# Data Scraping

In [1]:
#Importing libraries needed

import pandas as pd
from pandas.core.common import SettingWithCopyWarning
import warnings
import time
warnings.simplefilter(action = 'ignore', category=FutureWarning)
warnings.simplefilter(action = 'ignore', category=SettingWithCopyWarning)
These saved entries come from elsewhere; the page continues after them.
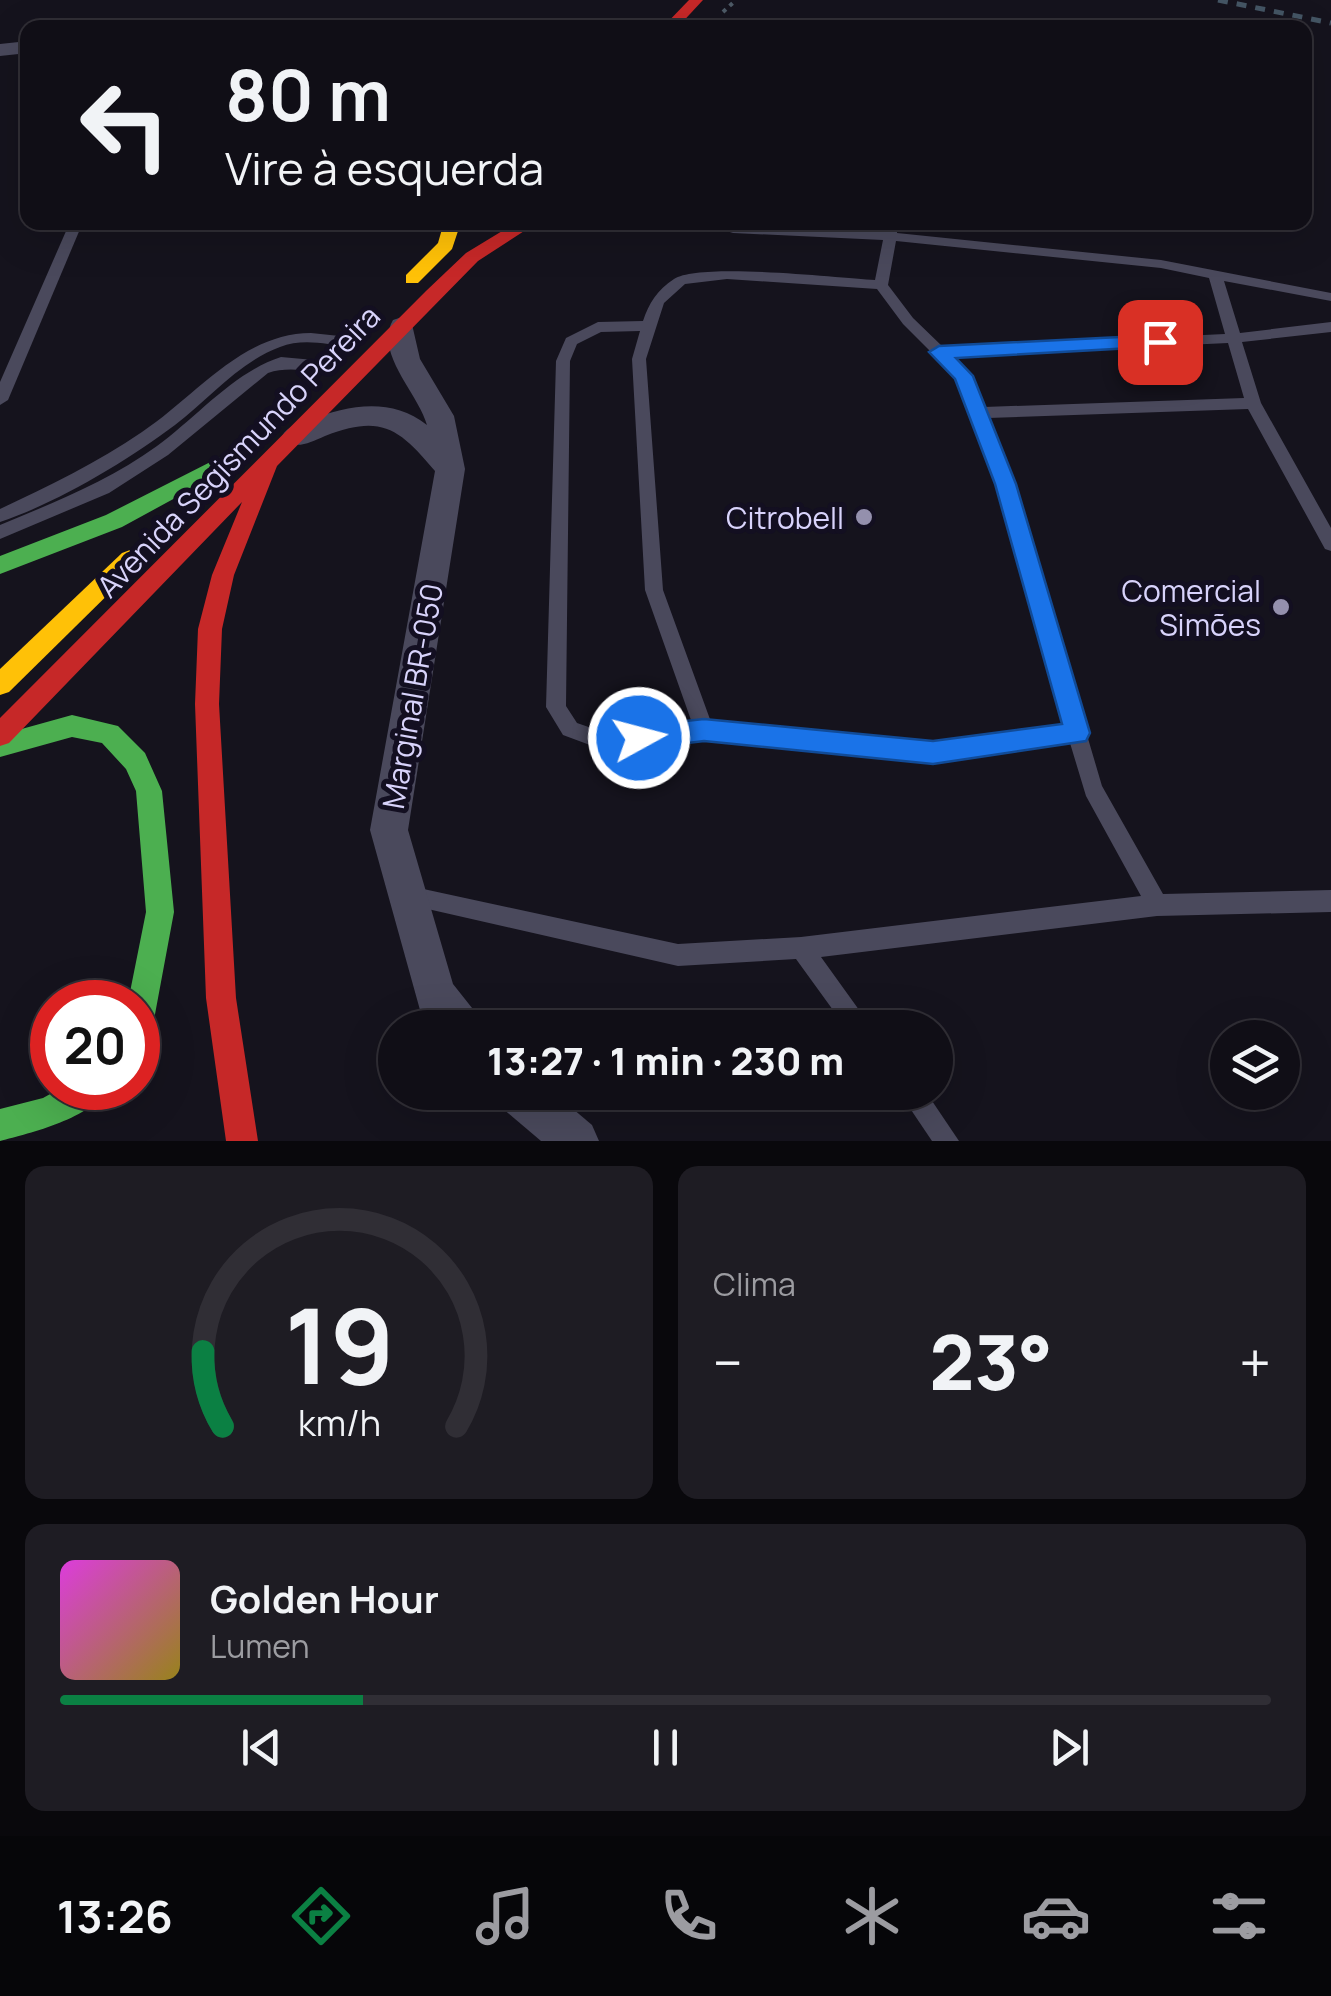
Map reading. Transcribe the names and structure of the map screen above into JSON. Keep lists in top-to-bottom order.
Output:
{
  "streets": {
    "main road": ["Avenida Segismundo Pereira"],
    "street": ["Marginal BR-050"]
  },
  "crossings": [
    ["Avenida Segismundo Pereira", "Marginal BR-050"]
  ],
  "places": ["Citrobell", "Comercial Simões"],
  "page": {
    "turn": ["80 m", "Vire à esquerda"],
    "limit": "20",
    "trip": "13:27 · 1 min · 230 m",
    "tile": "Clima",
    "heat": ["−", "23°", "+"],
    "song": ["Golden Hour", "Lumen"],
    "tabs": "13:26",
    "gauge": ["19", "km/h"]
  }
}
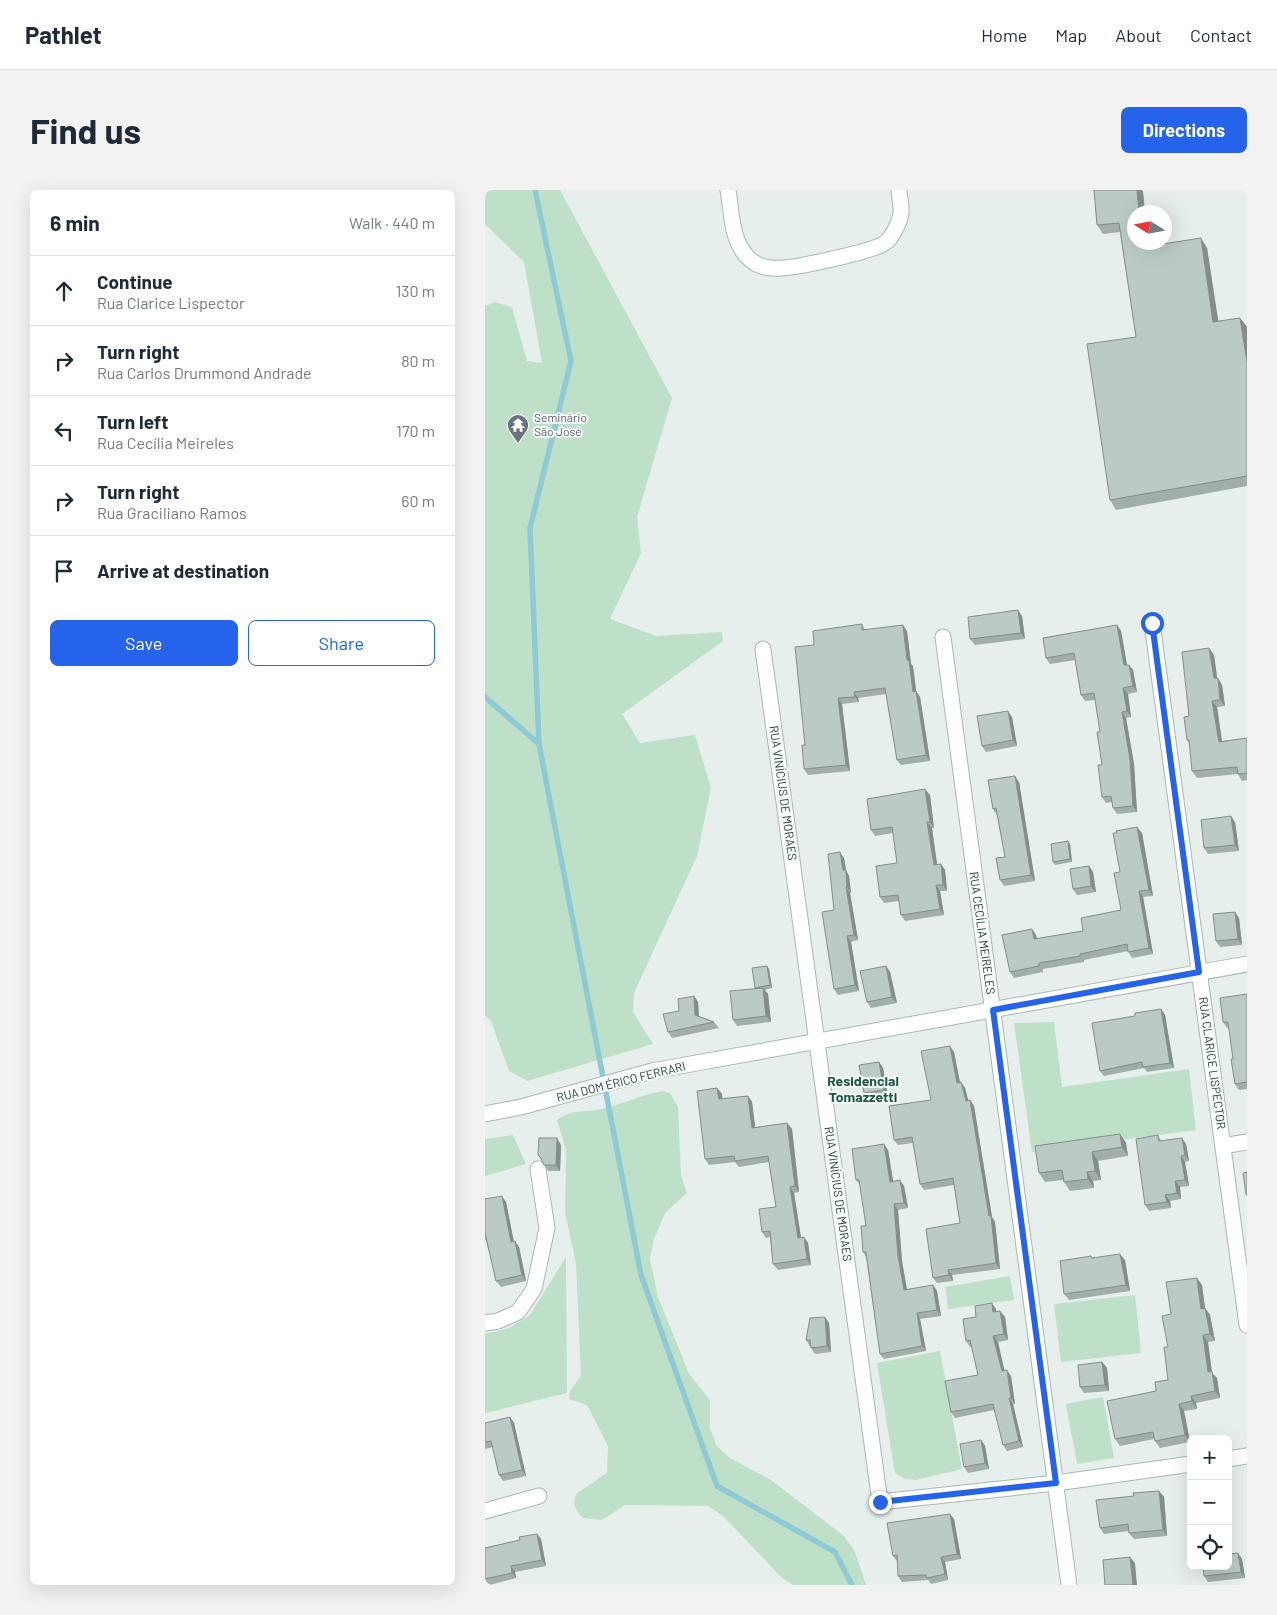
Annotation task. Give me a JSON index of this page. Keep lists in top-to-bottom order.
{
  "streets": {
    "street": [
      "RUA VINÍCIUS DE MORAES",
      "RUA CECÍLIA MEIRELES",
      "RUA CLARICE LISPECTOR",
      "RUA DOM ÉRICO FERRARI"
    ]
  },
  "crossings": [
    ["RUA VINÍCIUS DE MORAES", "RUA CECÍLIA MEIRELES"],
    ["RUA VINÍCIUS DE MORAES", "RUA DOM ÉRICO FERRARI"],
    ["RUA CECÍLIA MEIRELES", "RUA DOM ÉRICO FERRARI"],
    ["RUA CLARICE LISPECTOR", "RUA DOM ÉRICO FERRARI"]
  ],
  "districts": ["Residencial Tomazzetti"],
  "places": {
    "temple": ["Seminário São José"]
  },
  "north": "left",
  "page": {
    "header": "Pathlet",
    "nav": [
      "Home",
      "Map",
      "About",
      "Contact"
    ],
    "buttons": [
      "Directions",
      ["Save", "Share"]
    ],
    "title": "Find us",
    "heading": ["6 min", "Walk · 440 m"],
    "list": [
      ["Continue", "Rua Clarice Lispector", "130 m"],
      ["Turn right", "Rua Carlos Drummond Andrade", "80 m"],
      ["Turn left", "Rua Cecília Meireles", "170 m"],
      ["Turn right", "Rua Graciliano Ramos", "60 m"],
      "Arrive at destination"
    ],
    "map_buttons": ["+", "−"]
  }
}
The data we will use correspond to all the players who got at least one MVP vote from 1980 (beginning of the 3-point era) till 2022. All original data come from basketball-reference.com. We begin by getting the data included in the MVP tables.

In [2]:
#Setting the year marks we need (useful for loops later)

first = 1980
last = 2023
years = [i for i in range(first, last)]
seasons = len(years)


#Parsing the tables with the MVP candidates for every year and storing the dfs in a list

mvp_all = []
columns = ["Rank", 'Player',  'Age', 'Tm', 'First', 'Pts Won',
           'Pts Max', 'Share', 'G', 'MP', 'PTS', 'TRB', 'AST', 'STL',
           'BLK', 'FG%', '3P%', 'FT%', 'WS', 'WS/48']

for year in years:
    mvp_url = "https://www.basketball-reference.com/awards/awards_{}.html".format(year)
    all_awards_year = pd.read_html(mvp_url)
    time.sleep(5)
    mvp_year = all_awards_year[0]
    mvp_year.columns = columns
    mvp_year["Year"] = year
    mvp_all.append(mvp_year) 

Now we want to get the full data corespinding to these players. In the remaining of this notebook we extract tables corresponding to statistics per game and per 100 possessions as well as advanced statistics. Most features in per game and per 100 possessions correspond to the same statistic (points, rebounds, assists etc) just measured at a different rate. However there are two features in the 'per 100 possessions' tables that don't have a correspondent one (offensive and defensive rating) and are very good indicators of the performance of a player. Thus we need to extract these two and add to the per game stats.

In [3]:
mvp_per_game_stats = []
mvp_per_possession_stats = []
mvp_advanced_stats = []


    
for year in years:
    
    names = mvp_all[year-first]["Player"].values
    
    per_game_url = "https://www.basketball-reference.com/leagues/NBA_{}_per_game.html".format(year)
    per_possession_url = "https://www.basketball-reference.com/leagues/NBA_{}_per_poss.html".format(year)
    advanced_url = "https://www.basketball-reference.com/leagues/NBA_{}_advanced.html".format(year)
    
    per_game_tab = pd.read_html(per_game_url)
    per_possession_tab = pd.read_html(per_possession_url)
    advanced_tab = pd.read_html(advanced_url)
    time.sleep(5)

    
    per_game_tab[0]["Player"] = per_game_tab[0]["Player"].str.replace("*","")
    per_possession_tab[0]["Player"] = per_possession_tab[0]["Player"].str.replace("*","")
    advanced_tab[0]["Player"] = advanced_tab[0]["Player"].str.replace("*","")

    
    per_game_tab_mvp = per_game_tab[0].loc[per_game_tab[0]["Player"].isin(names)]
    per_possession_tab_mvp = per_possession_tab[0].loc[per_possession_tab[0]["Player"].isin(names)]
    advanced_tab_mvp = advanced_tab[0].loc[advanced_tab[0]["Player"].isin(names)]
    
    per_game_tab_mvp["Year"] = year
    per_possession_tab_mvp["Year"] = year
    advanced_tab_mvp["Year"] = year
    
    mvp_per_game_stats.append(per_game_tab_mvp)
    mvp_per_possession_stats.append(per_possession_tab_mvp)
    mvp_advanced_stats.append(advanced_tab_mvp)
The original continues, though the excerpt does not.